● **Material provided**
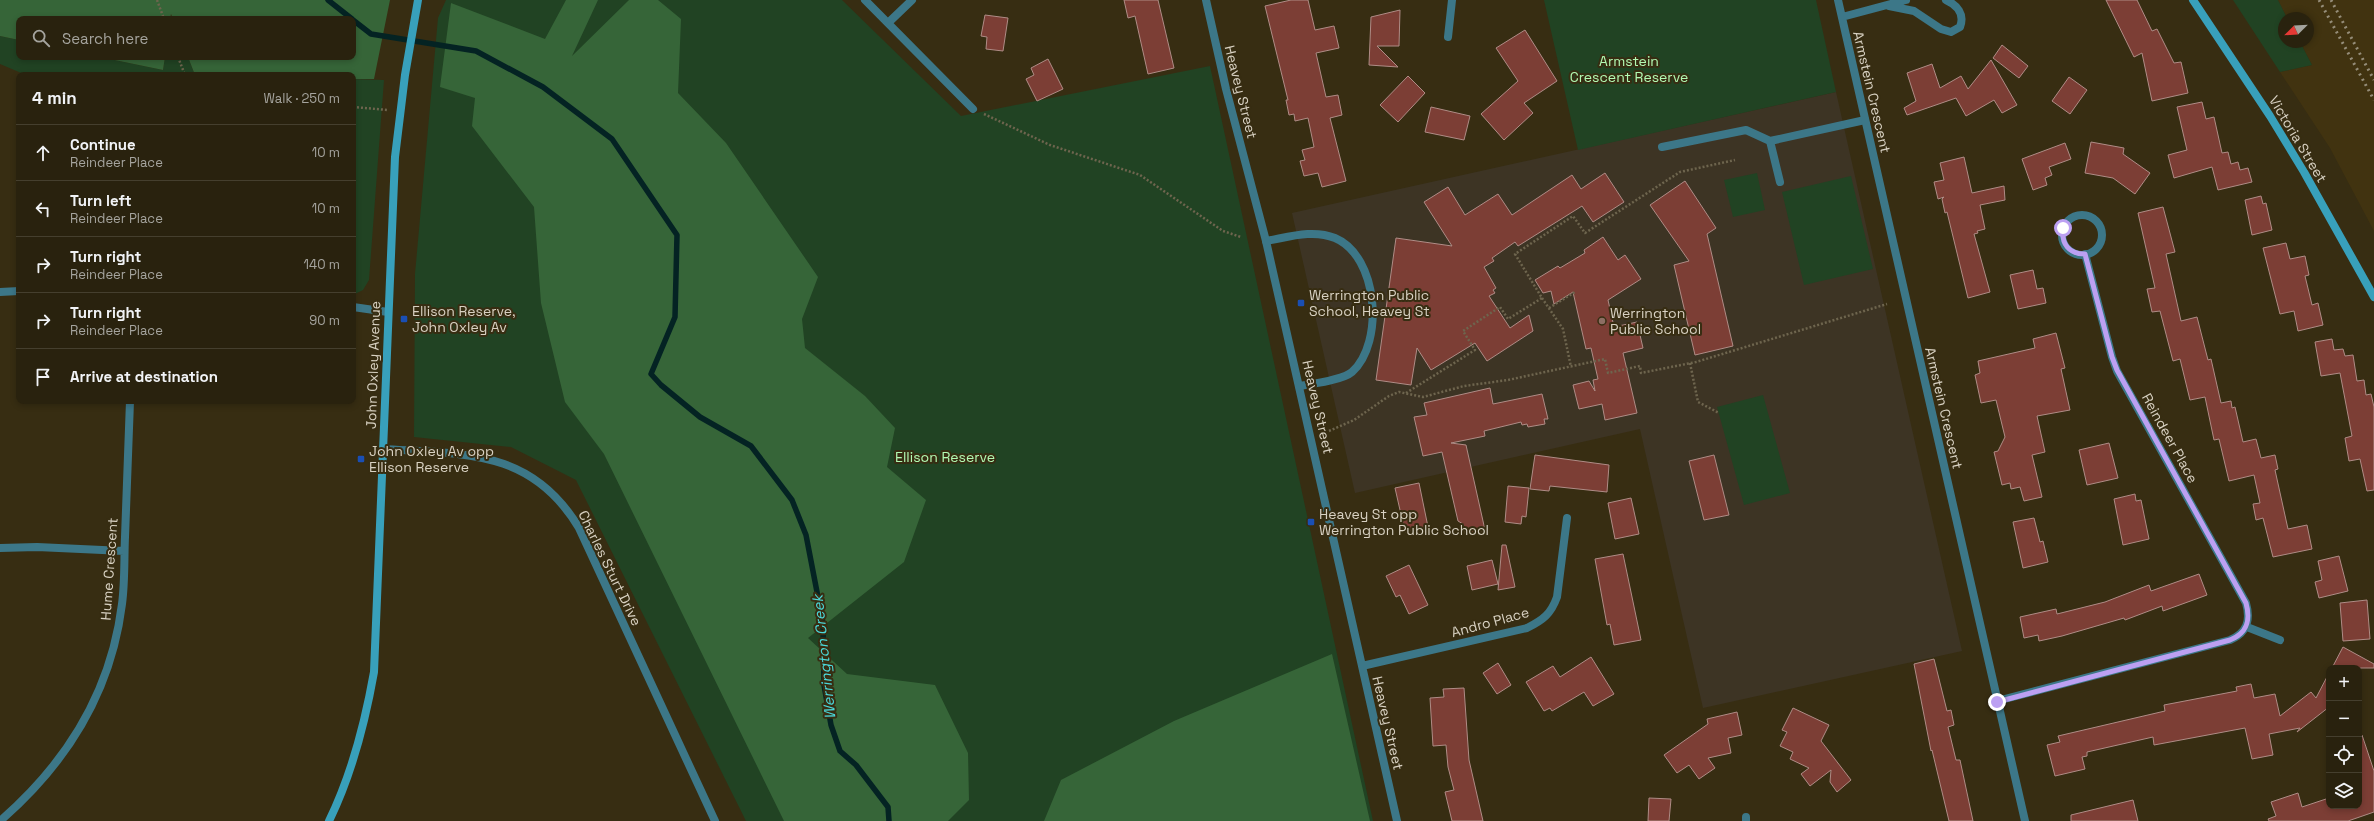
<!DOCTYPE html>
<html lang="en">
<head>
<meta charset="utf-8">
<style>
	body { margin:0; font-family:"Space Grotesk",sans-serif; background:#312a17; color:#f1f3f6 }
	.controls { position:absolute; right:12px; bottom:12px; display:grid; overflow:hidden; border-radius:8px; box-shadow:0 2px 6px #0003 }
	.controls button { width:36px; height:36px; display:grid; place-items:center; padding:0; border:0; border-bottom:1px solid #453f2e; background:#29220e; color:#f1f3f6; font:20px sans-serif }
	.compass { position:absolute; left:2278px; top:12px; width:36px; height:36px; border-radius:50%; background:#29220e; box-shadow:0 2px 6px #0003; rotate:246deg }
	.stop { position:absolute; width:12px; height:12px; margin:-9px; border:3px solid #bca0f2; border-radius:50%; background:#fff }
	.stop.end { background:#bca0f2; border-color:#fff; box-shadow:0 1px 4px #0008 }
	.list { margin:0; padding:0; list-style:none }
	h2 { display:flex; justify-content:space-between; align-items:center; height:52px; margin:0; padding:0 16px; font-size:17px }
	h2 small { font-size:13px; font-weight:400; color:#a5a49e }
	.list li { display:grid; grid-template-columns:26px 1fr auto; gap:12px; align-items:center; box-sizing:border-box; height:56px; padding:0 16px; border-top:1px solid #453f2e }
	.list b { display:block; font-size:15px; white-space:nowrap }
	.list p { margin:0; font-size:13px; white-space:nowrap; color:#a5a49e }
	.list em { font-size:13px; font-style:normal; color:#a5a49e }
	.icon { flex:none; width:22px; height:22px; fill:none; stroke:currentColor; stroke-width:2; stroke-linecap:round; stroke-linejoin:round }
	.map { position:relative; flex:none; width:2374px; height:821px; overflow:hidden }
	.search { position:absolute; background:#29220e; box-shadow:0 2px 6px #0003; left:16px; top:16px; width:340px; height:44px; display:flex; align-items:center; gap:10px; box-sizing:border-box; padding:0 14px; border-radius:8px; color:#a5a49e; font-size:15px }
	.panel { position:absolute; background:#29220e; box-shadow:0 2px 6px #0003; left:16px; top:72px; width:340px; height:332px; border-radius:8px }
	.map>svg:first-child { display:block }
</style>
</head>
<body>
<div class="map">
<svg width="2374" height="821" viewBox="0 0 2374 821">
	<rect width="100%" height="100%" fill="#372d12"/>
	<!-- built -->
	<path fill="#413310" d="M2278,0H2374V231L2330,148L2280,72L2312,65L2300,42H2308V18H2287Z"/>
	<!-- education -->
	<path fill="#3d3424" d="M1836,92L1962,651L1703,708L1640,429L1355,493L1292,213Z"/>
	<!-- green -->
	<path fill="#214323" d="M446,0H842L961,116L1210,66L1373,821H746L576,480L511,447L414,437L415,274L438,18Z
		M1544,0H1816L1836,92L1578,150Z
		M2233,0H2278L2287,18H2284V42H2300L2312,65L2280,72Z
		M0,36L19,40V57H100L163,70L165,57H188L195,75H203H26L0,64Z
		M353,79L384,80L369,280L363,290L353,295Z
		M1757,173L1765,210L1733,217L1724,180Z
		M1851,176L1873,269L1804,285L1782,192Z
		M1763,395L1790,493L1744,505L1717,407Z"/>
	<!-- forest -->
	<path fill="#366538" d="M0,0H390L374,79H353V75H195L188,57H353V19H173L171,14L170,19H19V40L0,36Z
		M566,0H598L572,56L629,0H658L681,19L678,93L726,143L818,277L802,319L805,348L865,396L895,428L887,467L926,500L904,562L808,638L847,674L935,685L968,753L969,800L948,821H784L604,454L565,402L541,303L534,207L472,126L475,98L440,87L451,3L545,39Z
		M100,57H165L163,70Z
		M1332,654L1370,821H1044L1061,780L1174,721Z"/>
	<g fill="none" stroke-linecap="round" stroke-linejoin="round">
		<!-- stream -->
		<path stroke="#042323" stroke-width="5.5" d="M328,0L352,19
			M353,20L371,34L476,51L543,87L612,139L677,235L675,317L651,374L661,385L700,417L751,446L792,500L806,535L823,623L824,685L831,725L840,751L856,765L888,807L889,821"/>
	</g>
	<!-- building -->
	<path fill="#7c3e35" stroke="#af8c86" d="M1124,0H1158L1174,68L1148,74L1135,16L1128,18Z
		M1291,0H1308L1315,30L1334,26L1339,48L1316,53L1326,97L1338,95L1342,115L1330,118L1346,181L1322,187L1318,173L1304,176L1300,161L1305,160L1302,150L1314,147L1308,118L1295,121L1294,114L1289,115L1286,100H1288L1265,6Z
		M2106,0H2137L2152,31L2157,29L2174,63L2181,62L2188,93L2152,101L2142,53L2134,57Z
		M1400,10L1399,46H1377L1398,67L1369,65L1371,17Z
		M985,15L1008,18L1003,51L986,49L987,37L981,36Z
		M1525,30L1557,81L1524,103L1533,113L1504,140L1481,114L1518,81L1496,48Z
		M2002,45L2028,66L2019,78L1993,58Z
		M1048,59L1063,89L1037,101L1026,79L1034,75L1031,68Z
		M1991,60L2017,105L2002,113L1994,100L1966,116L1956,98L1907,115L1904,108L1916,101L1907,73L1932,64L1940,88L1961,76L1968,89Z
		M1408,76L1425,93L1398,122L1380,105Z
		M2069,77L2087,90L2070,114L2052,101Z
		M2202,102L2206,119L2214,117L2222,153L2228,152L2231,164L2238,162L2240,170L2248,168L2252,182L2218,190L2212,167L2174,178L2168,155L2187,150L2177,107Z
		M1431,107L1470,116L1464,140L1425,132Z
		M2091,142L2124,148L2123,154L2150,173L2135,194L2113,178L2085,173Z
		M2065,143L2071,159L2049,167L2052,175L2045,178L2047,185L2033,190L2022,159Z
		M1964,157L1972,193L2004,186L2005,200L1980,205L1985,229L1977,231L1978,233L1974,234L1990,292L1968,298L1947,212L1945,213L1942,199L1944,197L1938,199L1934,182L1944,180L1940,163Z
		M1605,173L1624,202L1593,222L1582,206L1518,246L1515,242L1492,258L1494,261L1484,267L1496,288L1493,290L1495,293L1489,296L1510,328L1529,315L1533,331L1487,361L1475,343L1431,370L1417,348L1411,385L1376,380L1396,238L1452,246L1424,202L1448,187L1465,215L1498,194L1512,215L1572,175L1581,189Z
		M1685,181L1716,228L1707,234L1733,346L1695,355L1674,265L1689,261L1650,205Z
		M2261,196L2263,204L2266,203L2272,230L2252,235L2245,200Z
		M2163,207L2175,252L2166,254L2181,321L2197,317L2208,360L2211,359L2221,403L2231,401L2232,408L2235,407L2243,442L2256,439L2261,458L2275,455L2278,469L2275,470L2288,529L2307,525L2312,549L2273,557L2263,518L2256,520L2253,504L2260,503L2254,475L2229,481L2219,439L2214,440L2205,397L2190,400L2180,359L2173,361L2160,311L2152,312L2147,289L2155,288L2138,213Z
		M1603,237L1618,260L1625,255L1641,279L1608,300L1614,327L1637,322L1643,348L1623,353L1637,413L1605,420L1602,404L1579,409L1573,385L1589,381L1595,391L1593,380L1598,379L1591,348L1586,349L1573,292L1554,304L1551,291L1543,293L1535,280L1558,266L1560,268L1585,253L1584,250Z
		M2286,243L2290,259L2305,256L2309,275L2305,276L2312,305L2318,303L2323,325L2298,331L2294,311L2280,314L2263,248Z
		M2033,270L2037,289L2043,288L2046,303L2018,309L2010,275Z
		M2056,333L2065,368L2061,369L2070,410L2037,416L2045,452L2032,455L2042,497L2024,501L2020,487L2011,489L2010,483L2002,485L1994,452L1998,451L2005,437L1996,400L1981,403L1975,375L1980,373L1978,361L2035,348L2033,339Z
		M2332,339L2334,350L2343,349L2345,356L2353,355L2357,381L2364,380L2366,395L2371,394L2374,407V490L2367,491L2360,459L2349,461L2345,438L2352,436L2340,373L2321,376L2315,342Z
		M1490,388L1493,404L1542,394L1548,419H1544L1545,424L1528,427L1527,424L1522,425L1521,422L1484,431L1485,436L1451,443L1466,445L1485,530L1465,534L1463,524L1458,521L1442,452L1423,456L1414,417L1427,415L1424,403Z
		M2109,443L2118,478L2087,485L2079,450Z
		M1535,455L1609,465L1607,492L1550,486L1549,491L1530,489Z
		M1714,455L1729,515L1704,520L1689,461Z
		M1419,483L1428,527L1405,532L1395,488Z
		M1508,486L1529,488L1526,517L1522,516L1521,524L1505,522Z
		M2135,494L2136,501L2141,500L2149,539L2123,545L2114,499Z
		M1631,498L1639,534L1615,539L1608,503Z
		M2034,518L2040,542L2043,541L2048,562L2023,568L2013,522Z
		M1502,545H1506L1515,587L1498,590Z
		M1623,554L1641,640L1614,645L1610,624L1607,625L1595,559Z
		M2339,556L2348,591L2319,598L2315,582L2322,580L2318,561Z
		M1492,560L1498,584L1472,590L1467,566Z
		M1409,565L1428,605L1409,614L1400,595L1396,597L1386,576Z
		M2199,574L2207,595L2163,611L2162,606L2125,620L2124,618L2062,636L2039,641L2038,635L2024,638L2020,617L2056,609L2057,614L2105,602L2149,585L2151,591Z
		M2367,600L2370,639L2343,641L2340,603Z
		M2343,647L2374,664V668H2332Z
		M1591,657L1614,694L1593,706L1584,692L1552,711L1550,708L1544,711L1526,682L1553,666L1560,677Z
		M1934,659L1947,711L1951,710L1954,725L1948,727L1956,760H1960L1973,821H1949L1932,750L1931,751L1914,664Z
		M1498,663L1511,685L1497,694L1483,673Z
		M2329,673V707L2297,732L2300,728L2269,734L2273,755L2252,759L2245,728L2154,745L2153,737L2087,752V756L2082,757L2085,769L2055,776L2047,745L2060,742L2058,736L2165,711L2164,705L2237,691L2236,687L2251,684L2254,698L2275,694L2280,716L2311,692L2316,698Z
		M1464,688L1469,760L1483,821H1452L1445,792L1454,790L1448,767L1446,745L1433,746L1430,698L1444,697L1443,689Z
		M1793,708L1829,725L1821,741L1851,780L1837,792L1830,782L1831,770L1810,786L1801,774L1809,768L1790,759L1793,752L1780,746L1787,732L1782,730Z
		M1737,712L1742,735L1728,738L1731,753L1708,758L1715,768L1699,779L1689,765L1677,773L1664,755L1708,724L1707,719Z
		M2359,735H2362L2374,771V812L2348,821H2269L2268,819L2276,816L2271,802L2298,793L2302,807L2329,798V806H2359Z
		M1649,798L1671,799L1669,821H1648Z
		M2133,800L2138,821H2071V815Z"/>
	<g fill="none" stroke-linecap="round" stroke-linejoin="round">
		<!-- path -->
		<path stroke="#6e654e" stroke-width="2.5" stroke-dasharray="2 2" stroke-linecap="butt" d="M157,0L164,19
			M178,57L185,75
			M353,107L388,110
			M984,114L1050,145L1140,175L1223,231L1241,237
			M1542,298L1563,329L1571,367
			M1549,308L1575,292
			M1690,363L1698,402L1719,413
			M1406,393L1475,350L1463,331L1500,307L1508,319L1542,298L1515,254L1573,216L1585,233L1680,172L1735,160
			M1329,431L1354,420L1389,396L1399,392L1423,397L1464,386L1508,380L1605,359L1608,373L1640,366L1641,373L1696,362L1887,304"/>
		<!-- lane -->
		<path stroke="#3c7788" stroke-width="8" d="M1662,147L1746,130L1770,141
			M1780,182L1770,141L1865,120
			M1266,241C1289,237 1313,229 1335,238C1378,256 1385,342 1352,372C1343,380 1312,384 1299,386"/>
		<!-- street -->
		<path stroke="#3c7788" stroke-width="8" d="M865,0L973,109
			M1206,0L1226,89L1266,241L1397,821
			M1838,0L2025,821
			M1889,6L1914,11L1941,29L1951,32L1960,27C1965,14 1957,5 1946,0
			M1842,17L1906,0
			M888,23L912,0
			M1448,37L1452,0
			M2062 235a20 20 0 1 1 40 0a20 20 0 1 1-40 0Z
			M0,292L19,291
			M353,307L388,312
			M383,449C464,454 532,449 579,528L715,821
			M0,548L37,547L124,551
			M2247,627L2280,640
			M1362,666L1527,628C1543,620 1551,614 1557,597L1567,518
			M1997,701L2230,640C2247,633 2251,621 2246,603L2117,371L2112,357L2085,254
			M0,821C67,763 111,693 122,604C125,582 124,559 125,537C127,492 128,446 130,401
			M1746,821V817"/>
		<!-- secondary -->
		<path stroke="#38a0bb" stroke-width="8" d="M2193,0L2270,116L2304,172L2374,297
			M329,821C352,774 365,723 374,672L395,157L405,75L418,0"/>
		<!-- rail -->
		<path stroke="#958d79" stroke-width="3" stroke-dasharray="2 4" stroke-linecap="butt" d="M2319,0L2374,100
			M2331,0L2374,80"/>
	</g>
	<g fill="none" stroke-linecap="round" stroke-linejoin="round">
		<!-- route -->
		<path stroke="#bca0f2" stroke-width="5" d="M1997,702L2230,640C2247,633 2251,621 2246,603L2117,370L2112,357L2085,254C2069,254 2061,244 2063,228"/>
	</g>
	<!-- markers -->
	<g fill="#1a4fb4" stroke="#372d12" stroke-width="1.5">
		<rect x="1297" y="299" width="8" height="8" rx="2"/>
		<rect x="400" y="315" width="8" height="8" rx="2"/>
		<rect x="357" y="455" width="8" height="8" rx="2"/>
		<rect x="1307" y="518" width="8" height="8" rx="2"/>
	</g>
	<circle fill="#8d6e63" stroke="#372d12" stroke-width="1.5" cx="1602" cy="321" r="4"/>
	<g text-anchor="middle" stroke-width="4" stroke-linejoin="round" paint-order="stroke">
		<!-- park labels -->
		<g font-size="14" fill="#b2fab3" stroke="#372d12">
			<text x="1629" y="66">Armstein<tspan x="1629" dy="16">Crescent Reserve</tspan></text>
			<text x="945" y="462">Ellison Reserve</text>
		</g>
		<!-- street labels -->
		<g font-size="14" fill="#d8d1c2" stroke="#372d12">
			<text transform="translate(1241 92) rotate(76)" y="5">Heavey Street</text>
			<text transform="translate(1872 92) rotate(77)" y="5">Armstein Crescent</text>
			<text transform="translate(2298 139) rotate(59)" y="5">Victoria Street</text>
			<text transform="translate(373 365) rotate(-88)" y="5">John Oxley Avenue</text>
			<text transform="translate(1318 407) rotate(77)" y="5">Heavey Street</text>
			<text transform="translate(1944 408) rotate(77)" y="5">Armstein Crescent</text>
			<text transform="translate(2170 438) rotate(61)" y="5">Reindeer Place</text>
			<text transform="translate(610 568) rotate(64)" y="5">Charles Sturt Drive</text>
			<text transform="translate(109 569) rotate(-86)" y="5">Hume Crescent</text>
			<text transform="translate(1490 622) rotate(-15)" y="5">Andro Place</text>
			<text transform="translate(1388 723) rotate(77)" y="5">Heavey Street</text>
		</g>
		<!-- poi labels -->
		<g font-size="14" fill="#d8d1c2" stroke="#372d12" text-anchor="start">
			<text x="1309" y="300">Werrington Public<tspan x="1309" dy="16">School, Heavey St</tspan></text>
			<text x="412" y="316">Ellison Reserve,<tspan x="412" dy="16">John Oxley Av</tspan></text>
			<text x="1610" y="318">Werrington<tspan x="1610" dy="16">Public School</tspan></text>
			<text x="369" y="456">John Oxley Av opp<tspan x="369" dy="16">Ellison Reserve</tspan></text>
			<text x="1319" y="519">Heavey St opp<tspan x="1319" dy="16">Werrington Public School</tspan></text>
		</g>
		<!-- water labels -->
		<g font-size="15" font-style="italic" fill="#4bd8da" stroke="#372d12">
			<text transform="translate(824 657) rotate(-96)" y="5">Werrington Creek</text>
		</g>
	</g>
</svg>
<div class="controls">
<button>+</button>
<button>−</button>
<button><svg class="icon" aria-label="locate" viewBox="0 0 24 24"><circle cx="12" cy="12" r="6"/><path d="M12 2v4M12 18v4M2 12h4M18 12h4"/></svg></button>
<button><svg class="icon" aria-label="layers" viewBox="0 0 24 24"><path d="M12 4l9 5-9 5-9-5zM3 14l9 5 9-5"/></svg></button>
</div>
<svg class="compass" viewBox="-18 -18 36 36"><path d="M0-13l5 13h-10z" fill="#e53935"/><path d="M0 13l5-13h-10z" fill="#a5a49e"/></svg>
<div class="stop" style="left:2063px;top:228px"></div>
<div class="stop end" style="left:1997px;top:702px"></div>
<div class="search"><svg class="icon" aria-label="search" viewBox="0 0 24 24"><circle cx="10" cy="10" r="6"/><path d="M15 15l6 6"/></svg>Search here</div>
<section class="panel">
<h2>4 min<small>Walk · 250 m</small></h2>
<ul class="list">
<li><svg class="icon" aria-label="ahead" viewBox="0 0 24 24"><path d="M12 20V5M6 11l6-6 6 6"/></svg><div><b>Continue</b><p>Reindeer Place</p></div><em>10 m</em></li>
<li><svg class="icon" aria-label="left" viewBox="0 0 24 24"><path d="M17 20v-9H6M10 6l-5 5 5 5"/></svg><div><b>Turn left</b><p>Reindeer Place</p></div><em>10 m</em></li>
<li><svg class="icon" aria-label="right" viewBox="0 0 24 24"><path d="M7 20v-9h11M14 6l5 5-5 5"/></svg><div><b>Turn right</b><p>Reindeer Place</p></div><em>140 m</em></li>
<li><svg class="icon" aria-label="right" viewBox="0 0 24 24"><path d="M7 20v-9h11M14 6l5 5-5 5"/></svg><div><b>Turn right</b><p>Reindeer Place</p></div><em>90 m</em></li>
<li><svg class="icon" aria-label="arrive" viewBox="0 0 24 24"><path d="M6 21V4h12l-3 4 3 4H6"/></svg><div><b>Arrive at destination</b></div></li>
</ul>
</section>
</div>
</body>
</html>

● **Work to be completed**
Beginning with the first line of the records, write out every line up to and including the one with "display:block; font-size:15px; white-space:nowrap", exactly, and omit all pictures.

● **Result**
<!DOCTYPE html>
<html lang="en">
<head>
<meta charset="utf-8">
<style>
	body { margin:0; font-family:"Space Grotesk",sans-serif; background:#312a17; color:#f1f3f6 }
	.controls { position:absolute; right:12px; bottom:12px; display:grid; overflow:hidden; border-radius:8px; box-shadow:0 2px 6px #0003 }
	.controls button { width:36px; height:36px; display:grid; place-items:center; padding:0; border:0; border-bottom:1px solid #453f2e; background:#29220e; color:#f1f3f6; font:20px sans-serif }
	.compass { position:absolute; left:2278px; top:12px; width:36px; height:36px; border-radius:50%; background:#29220e; box-shadow:0 2px 6px #0003; rotate:246deg }
	.stop { position:absolute; width:12px; height:12px; margin:-9px; border:3px solid #bca0f2; border-radius:50%; background:#fff }
	.stop.end { background:#bca0f2; border-color:#fff; box-shadow:0 1px 4px #0008 }
	.list { margin:0; padding:0; list-style:none }
	h2 { display:flex; justify-content:space-between; align-items:center; height:52px; margin:0; padding:0 16px; font-size:17px }
	h2 small { font-size:13px; font-weight:400; color:#a5a49e }
	.list li { display:grid; grid-template-columns:26px 1fr auto; gap:12px; align-items:center; box-sizing:border-box; height:56px; padding:0 16px; border-top:1px solid #453f2e }
	.list b { display:block; font-size:15px; white-space:nowrap }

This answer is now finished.